The President of the United Nations (“UN”) intergovernmental conference (“IGC”) on biodiversity beyond national jurisdiction (“BBNJ”), Rena Lee, proposed on March 27, 2023 that the IGC reconvene on June 19, 2023 to adopt the BBNJ treaty. The IGC interrupted its work late on March 4, 2023 after states had reached an agreement on the text of the new treaty, following years of negotiation. The private sector should follow this process closely: the BBNJ treaty may soon result in new binding obligations with which companies will need to comply when operating in areas beyond national jurisdiction (“ABNJ”), which comprise about 95% of the world’s oceans.
At this stage, the draft treaty is only an agreement in principle among states. The text is currently subject to technical editing and translation into all official UN languages. Once the text is finalized, the adoption of the treaty will require a two-third majority vote at the IGC. Its entry into force will then require 60 ratifications and take place 120 days after the 60th ratification. Although it took 12 years for the UN Convention on the Law of the Sea (“UNCLOS”) to enter into force after its adoption in 1982, this could happen much faster with the new BBNJ treaty: there is a real sense of emergency at the UN on the need to protect the deep oceans. It is a question of survival for many small island states, in view of the rising sea levels. The United States could become a party to the BBNJ treaty, even though it is not a party to UNCLOS.
The entry into force of the BBNJ treaty (if and when it happens) will make its provisions binding on states parties. Non-parties and non-state actors will not be bound. Yet the purpose of the BBNJ treaty is to regulate all activities conducted in ABNJ, and most maritime activities are conducted nowadays by companies, and not by states. States parties will need to transpose the treaty into their domestic laws, before the treaty can become binding on companies and other non-state actors. Some international bodies like the International Maritime Organization may also revisit their regulations to account for the new BBNJ treaty.
The treaty requires that states apply the new BBNJ environmental safeguards to activities “within their jurisdiction or control” in ABNJ. The jurisdictional focus is on the activities, and not on the persons conducting them. As a result, states parties will need to ensure that high seas activities falling within their jurisdiction or control comply with the new requirements of (inter alia) environmental impact assessments, area-based management tools and marine protected areas under the BBNJ treaty. However, the treaty does not define the concept of jurisdiction or control. Nor was this concept discussed in any substantive manner at the IGC.
The only state that appeared to focus on this issue was the Vatican. The Vatican emphasized at the IGC that it would be difficult to determine which state has jurisdiction or control over activities conducted by multinational companies in ABNJ, and the Vatican proposed to use the concept of “center of main interest” to make that determination. Other states showed no interest in that proposal. Therefore, the draft BBNJ treaty does not shed any light on the meaning of the expression “jurisdiction or control” which is copied from Part XII of UNCLOS on the protection and preservation of the marine environment.

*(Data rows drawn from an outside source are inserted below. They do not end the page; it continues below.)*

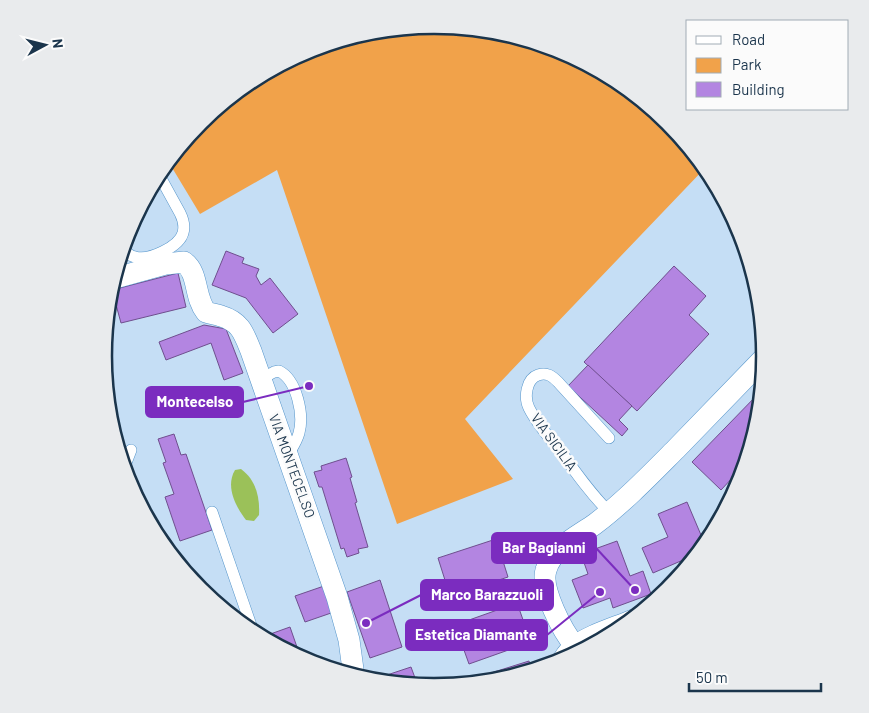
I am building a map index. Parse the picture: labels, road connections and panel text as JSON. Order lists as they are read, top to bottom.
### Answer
{
  "streets": {
    "street": ["VIA MONTECELSO"],
    "lane": ["VIA SICILIA"]
  },
  "places": [
    "Montecelso",
    "Bar Bagianni",
    "Estetica Diamante",
    "Marco Barazzuoli"
  ],
  "legend": ["Road", "Park", "Building"],
  "scale_bar": "50 m",
  "north": "right"
}
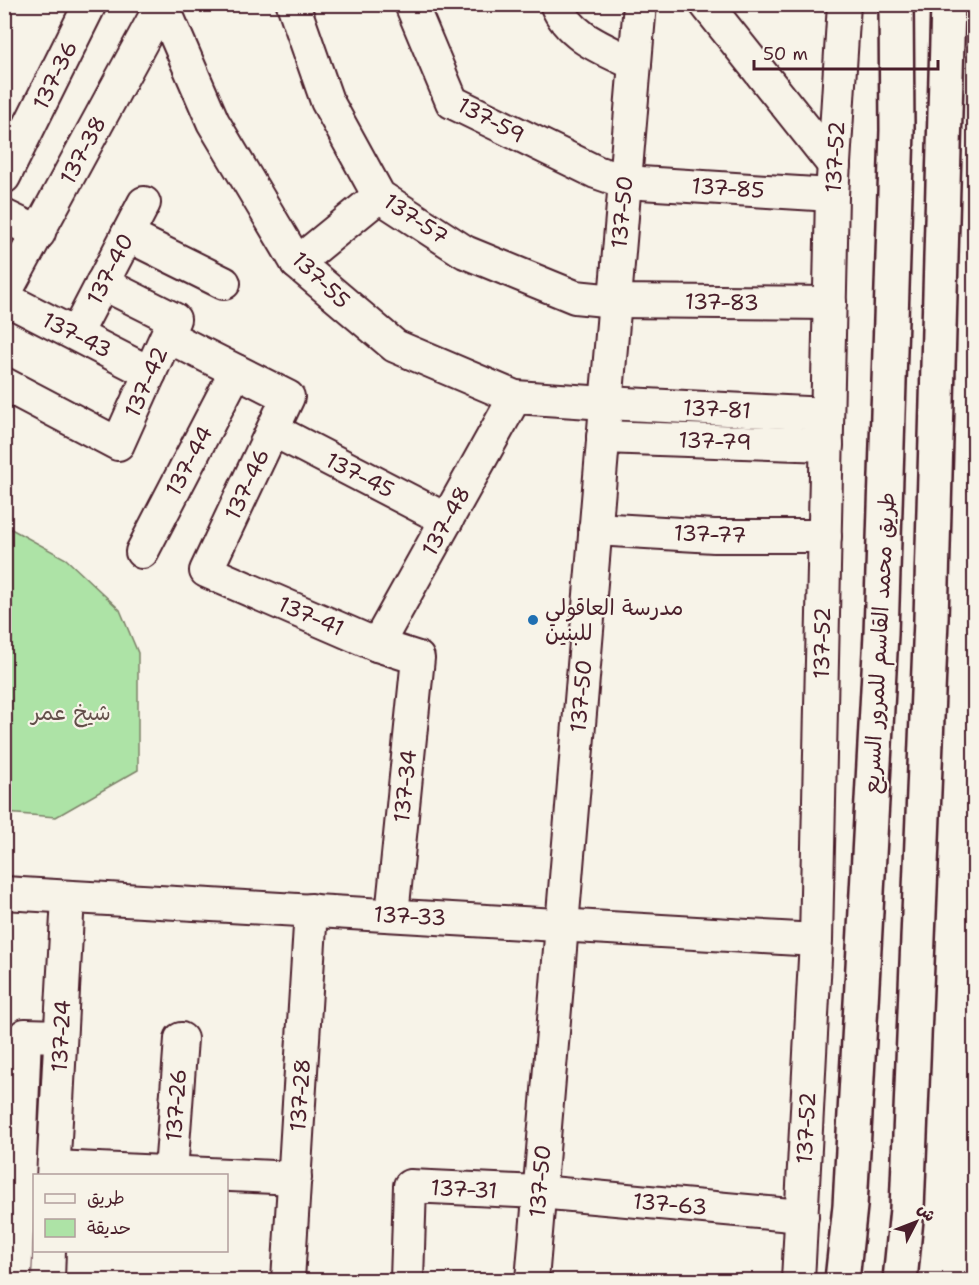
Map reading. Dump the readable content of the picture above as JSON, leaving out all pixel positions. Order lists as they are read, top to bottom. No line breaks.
{"streets":{"highway":["طريق محمد القاسم للمرور السريع"],"street":["137-36","137-59","137-38","137-52","137-85","137-50","137-57","137-40","137-55","137-83","137-43","137-42","137-81","137-79","137-44","137-45","137-46","137-48","137-77","137-41","137-34","137-33","137-24","137-28","137-26","137-31","137-63"]},"crossings":[["137-59","137-85"],["137-59","137-50"],["137-38","137-55"],["137-38","137-43"],["137-52","137-85"],["137-52","137-83"],["137-52","137-81"],["137-52","137-79"],["137-52","137-77"],["137-52","137-33"],["137-52","137-63"],["137-85","137-50"],["137-50","137-57"],["137-50","137-55"],["137-50","137-83"],["137-50","137-81"],["137-50","137-79"],["137-50","137-77"],["137-50","137-33"],["137-50","137-31"],["137-50","137-63"],["137-57","137-83"],["137-40","137-43"],["137-55","137-81"],["137-55","137-48"],["137-43","137-42"],["137-44","137-46"],["137-45","137-46"],["137-45","137-48"],["137-46","137-41"],["137-48","137-41"],["137-41","137-34"],["137-34","137-33"],["137-33","137-24"],["137-33","137-28"],["137-31","137-63"]],"parks":["شيخ عمر"],"places":["مدرسة العاقولي للبنين"],"legend":["طريق","حديقة"],"scale_bar":"50 m","north":"top right"}
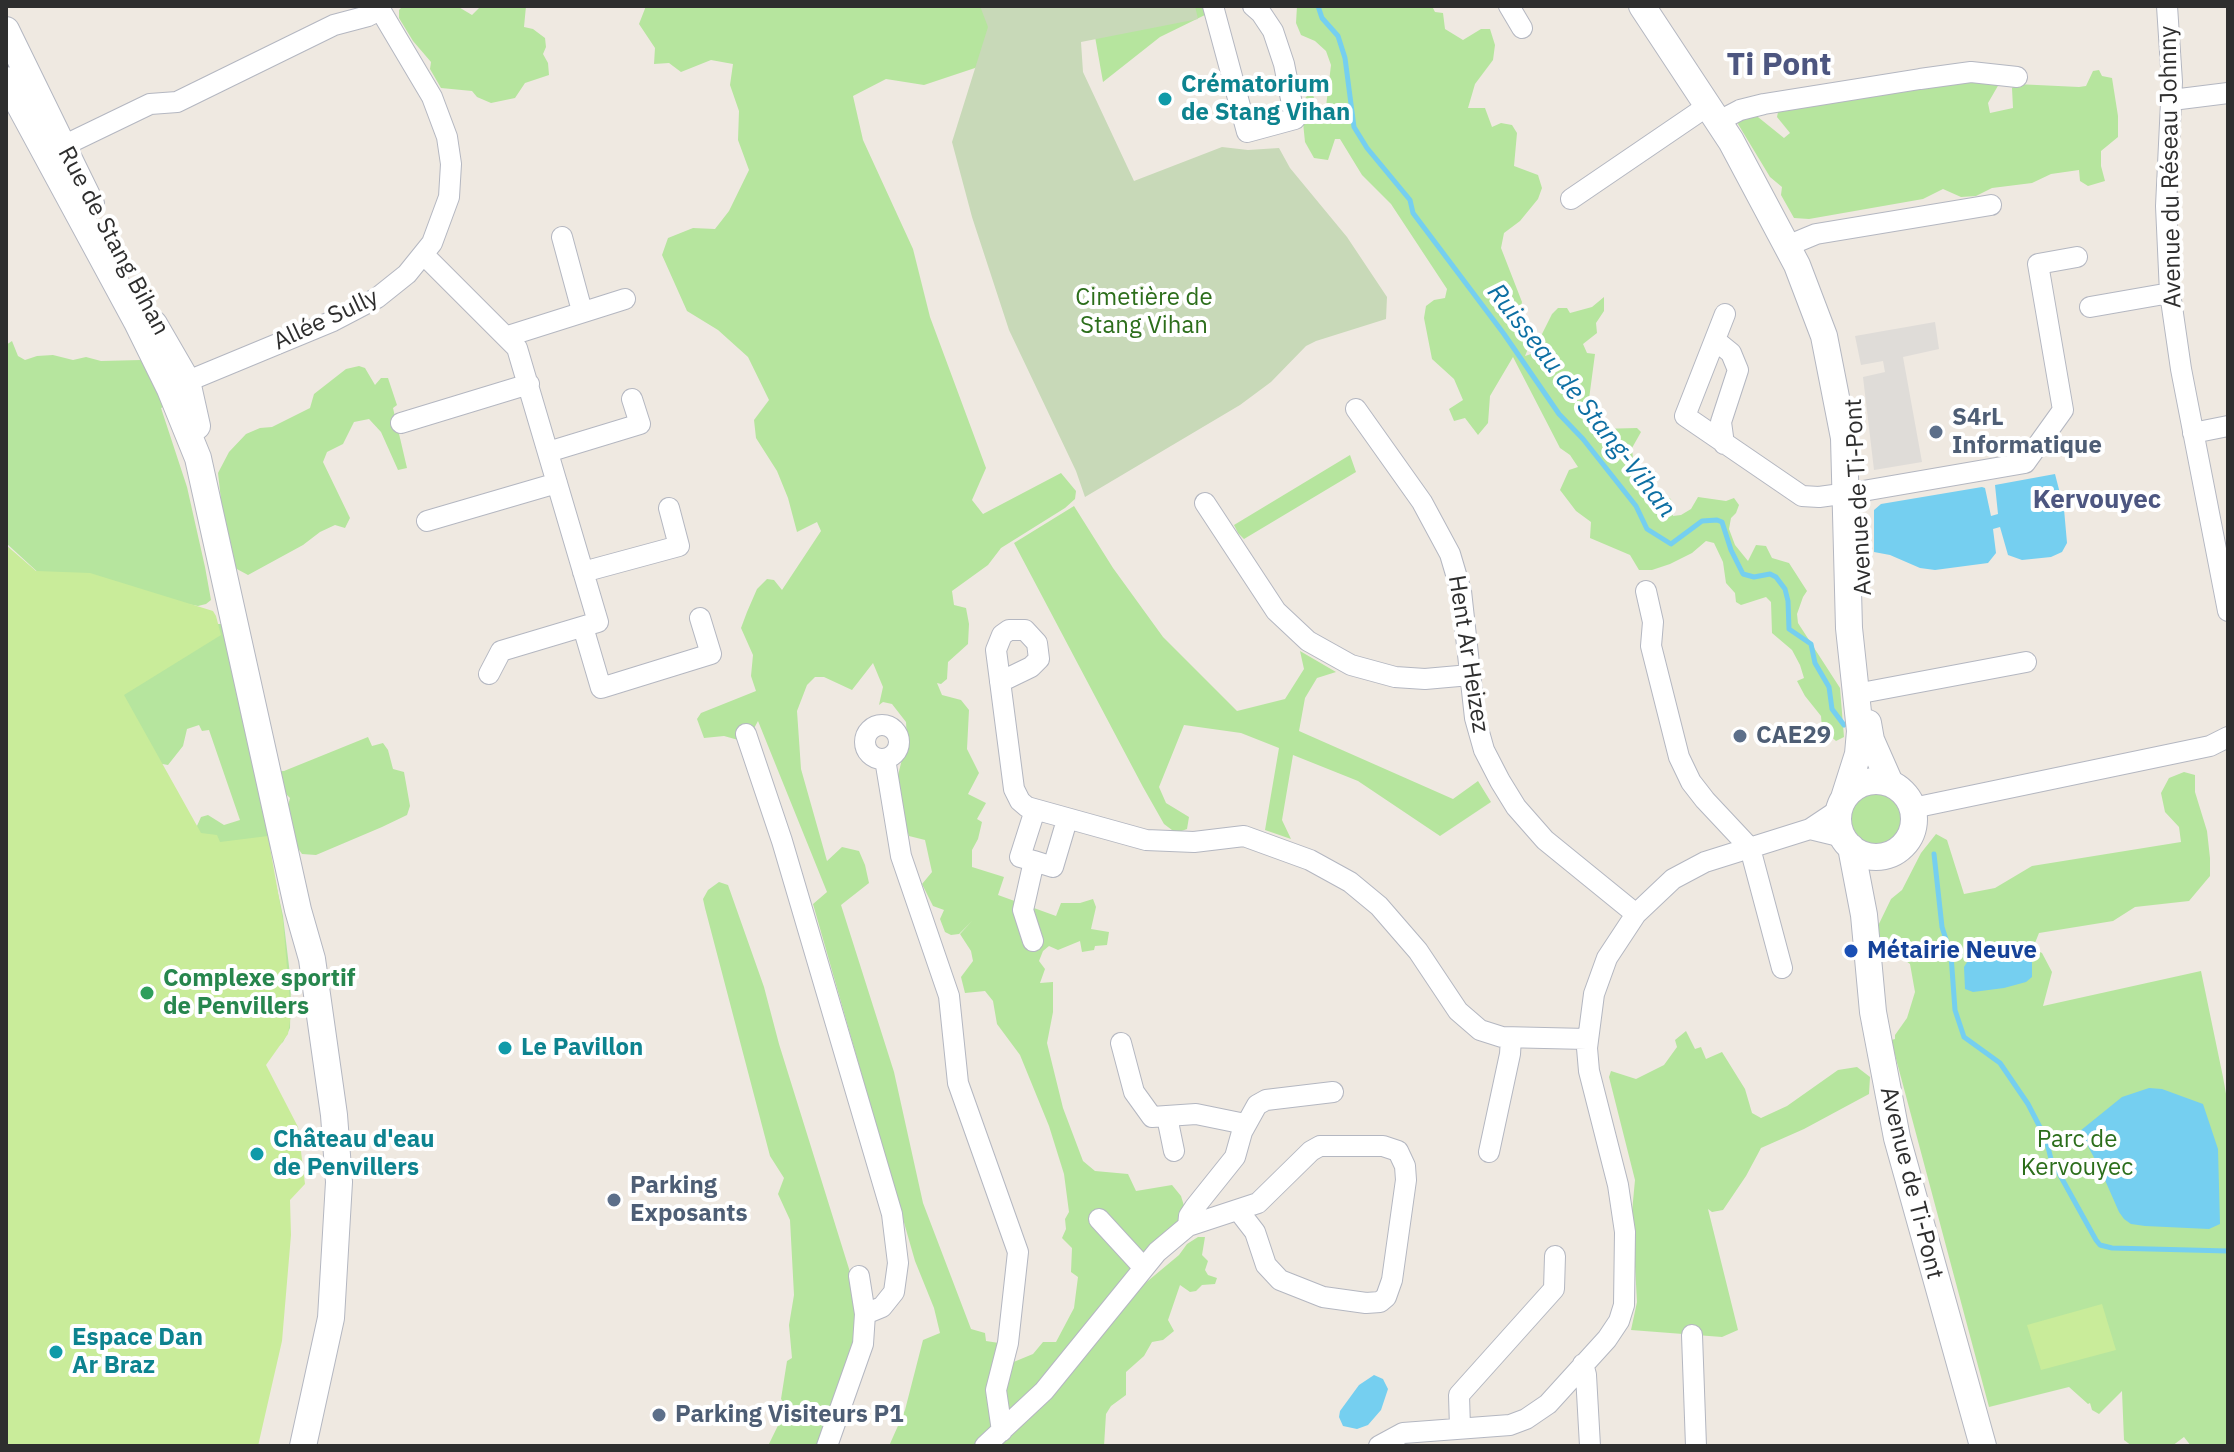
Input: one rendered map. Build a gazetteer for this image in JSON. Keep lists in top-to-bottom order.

This expression can also be found in other environmental treaties and declarations adopted by states since the 1970s, in the context of the no-harm principle. It is well established under international environmental law that states have to avoid that activities conducted under their jurisdiction or control cause harm to the environment outside their jurisdiction. However, there is little guidance on what it means for a state to exercise jurisdiction or control over an activity conducted in the high seas.
For some activities, the answer is relatively straightforward. The flag state of a vessel is expected to assert jurisdiction over that vessel’s shipping activities in ABNJ. The sponsoring state of a deep seabed mining project is expected to assert jurisdiction over the relevant exploration and exploitation activities. However, for other activities, the answer is far from clear. For example, there is a growing number of remotely operated, unmanned underwater vehicles that operate in ever-deeper waters in ABNJ. They are not flagged with any state, and do not always have a mother ship. There are also about 550 international subsea cable systems, which land in multiple coastal states, are not registered in any state, and are generally owned by multinational companies or consortia of international companies. These companies use ships flagged in various states to survey the cable routes and lay and maintain the cables. It is possible that several states will seek to simultaneously exercise jurisdiction or control over such activities in ABNJ under the BBNJ treaty. It is also possible that states will have difficulties enforcing the treaty on these activities due to the lack of clear jurisdictional link. The new bodies created by the BBNJ treaty may weigh in on these implementation questions—and in particular, the conference of parties, the scientific and technical body, and the implementation and compliance committee.
It is in the best interest of the companies that operate in the high seas to start preparing to face the new obligations and jurisdictional and legal issues that are likely to arise—especially in the sectors as to which the application of the treaty is not straightforward. They may choose to obtain expert legal advice, and to approach their regulators to discuss the BBNJ implementation process.